An Ex-Governor Must Know Better

Mitt Romney knows the federal government pays for cops and teachers, but if he admitted it....

You may have seen that Mitt Romney said yesterday that the idea that he wants to cut back on cops, fire fighters, and teachers is "completely absurd" because "the federal government doesn't pay for" these things.

Now. Mitt Romney is a former governor, and he's not a stupid man. He certainly understands that the federal government pays for many, many cops, firefighters, and teachers. Roughly $40 billion a year goes into the range of federal grant and aid programs that fund these positions. He has to know this.And he has to know that reasonably informed Americans, to say nothing of cops and fire fighters and teachers themselves, know this, too. So why would he just let this verbal diarrhea come out of his mouth?

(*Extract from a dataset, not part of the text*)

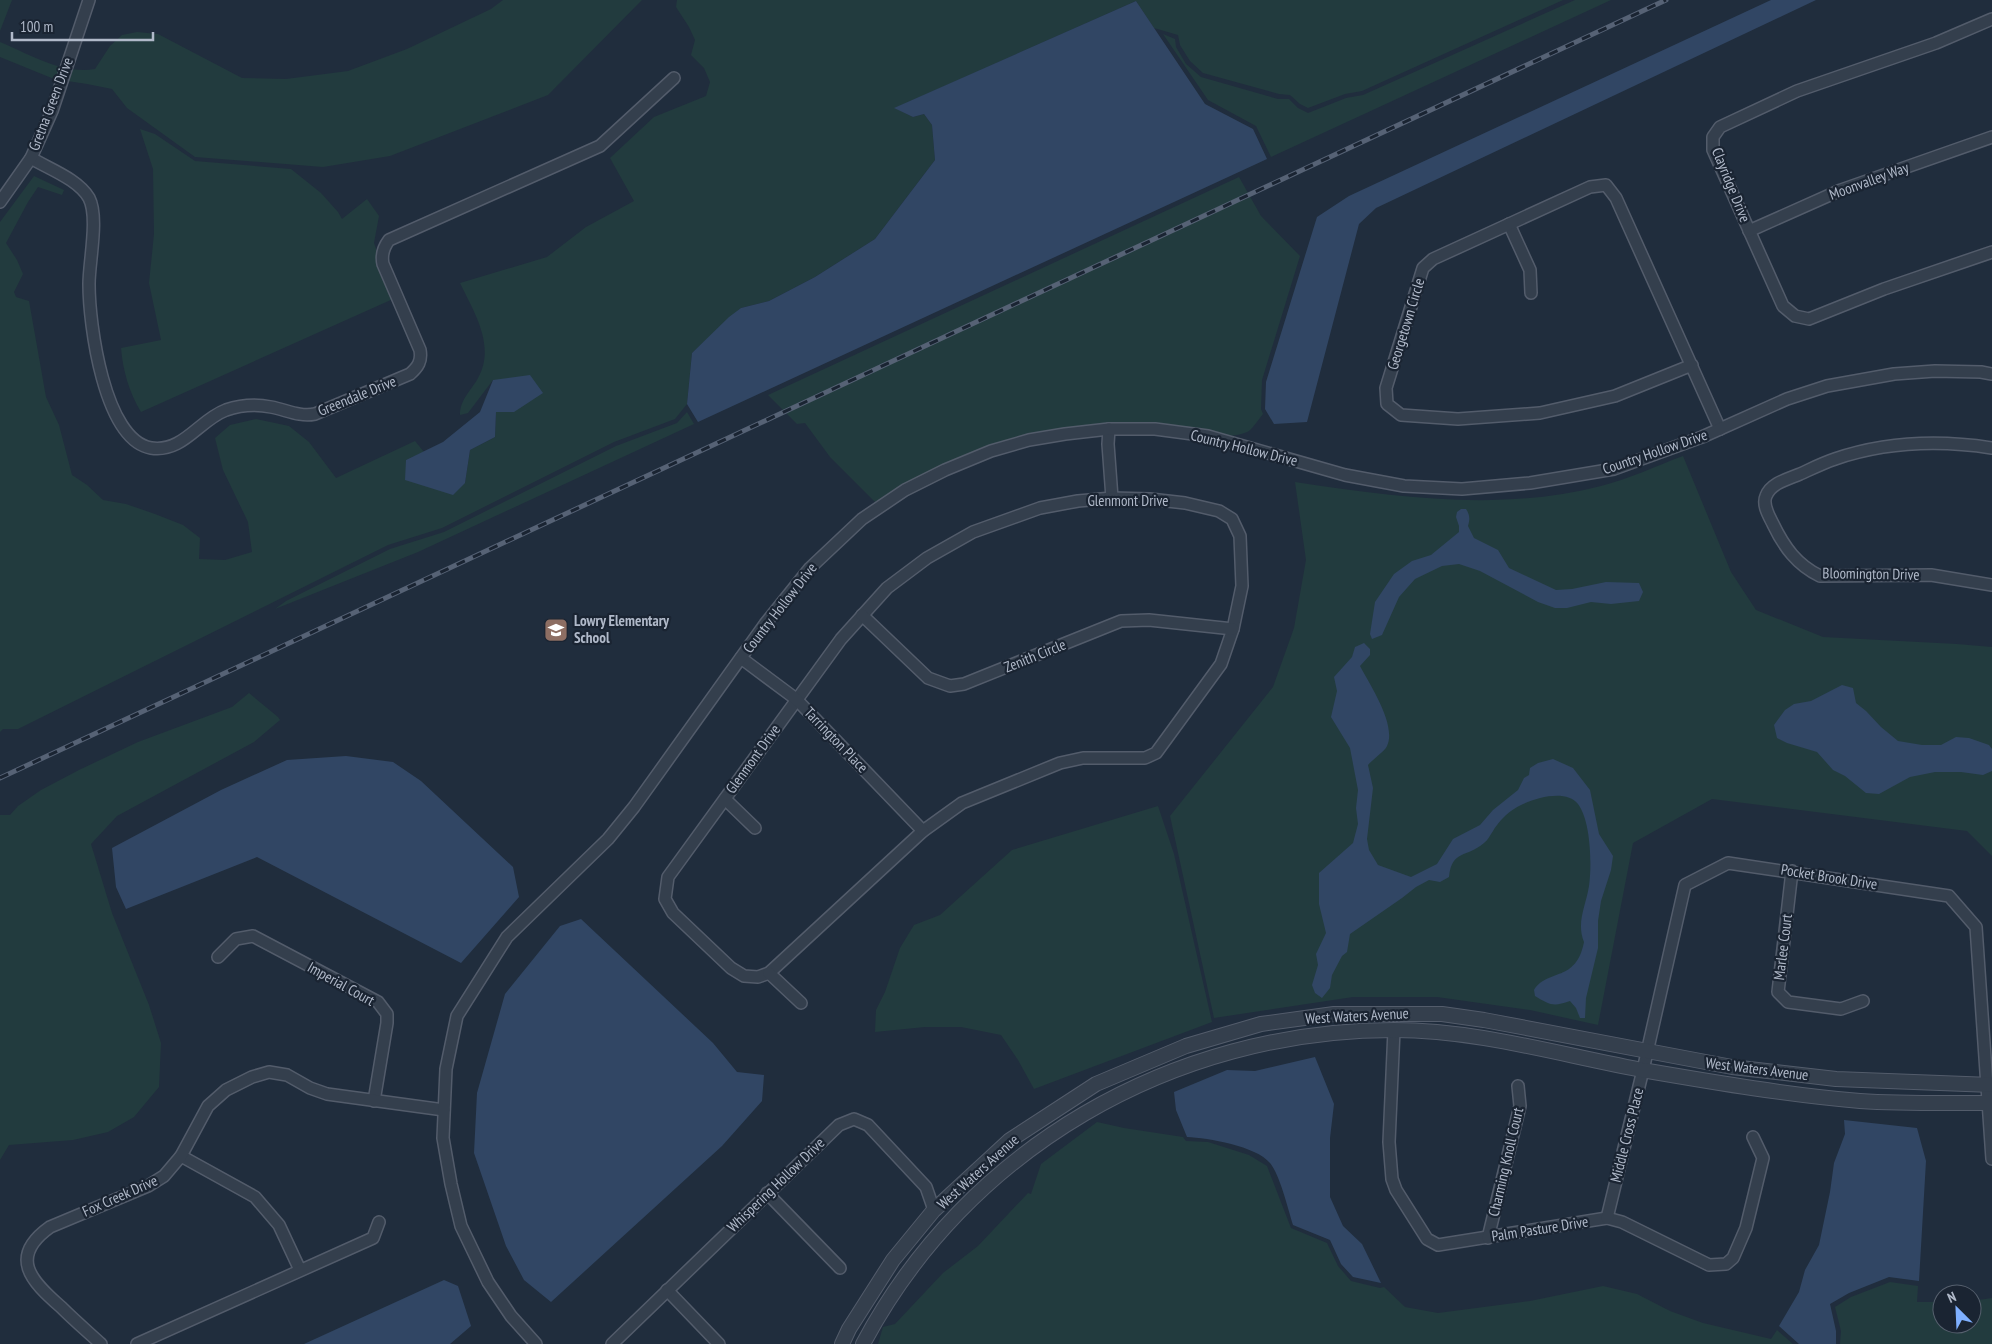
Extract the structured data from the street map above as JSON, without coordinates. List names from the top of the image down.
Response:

I'll let you answer that one. Meanwhile, Greg Sargent asked an expert at the Center on Budget and Policy Priorities named Richard Kogan to have a look at Romney's actual plan and try to reckon how many such jobs it would cut. It's hard to be really precise because Romney's plan is (natch) too vague, but the basic idea is this. He vows to keep spending to 20 percent of GDP. He also vows to increase defense spending a lot. So that means cutting everything else a lot.

The best Kogan could do was use those numeric goals to show that out of a $40 billion pot, about $12 billion would have to go. That's roughly 30 percent, so that's bound to be a sizeable number of jobs. So yes, based on available information, there's no question that he'd cut jobs.

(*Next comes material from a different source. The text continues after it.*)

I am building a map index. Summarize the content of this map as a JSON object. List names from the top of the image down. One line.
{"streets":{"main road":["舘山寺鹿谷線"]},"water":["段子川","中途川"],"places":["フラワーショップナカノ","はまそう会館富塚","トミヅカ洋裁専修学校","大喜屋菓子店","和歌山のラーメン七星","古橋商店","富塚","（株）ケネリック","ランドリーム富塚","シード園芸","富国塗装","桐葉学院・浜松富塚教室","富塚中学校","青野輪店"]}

The larger point is that the federal government pays for many, many things that seem to most people like local services. Federal aid to states and localities, I will acknowledge, has increased dramatically since about 1990. The Cato Institute rails against this with some frequency, so you can look there if you're interested. Of course, federal spending hasn't increased in a vacuum. It's increased as states have spent less and less on services they once provided, as they cut taxes and programs, and as so much of their budgets get eaten up by Medicaid.

But it's just an intelligence-insulting thing for Romney to say. The Democrats, once again a little slow on the uptake, ought to be making ads featuring cops and fire fighters and teachers saying, "The federal government pays for my job." Big, gruff Irish guys, and nice little South Asian women, and everbody in between. Several of them ought, indeed, to be from Massachusetts. The guy is just such a phony.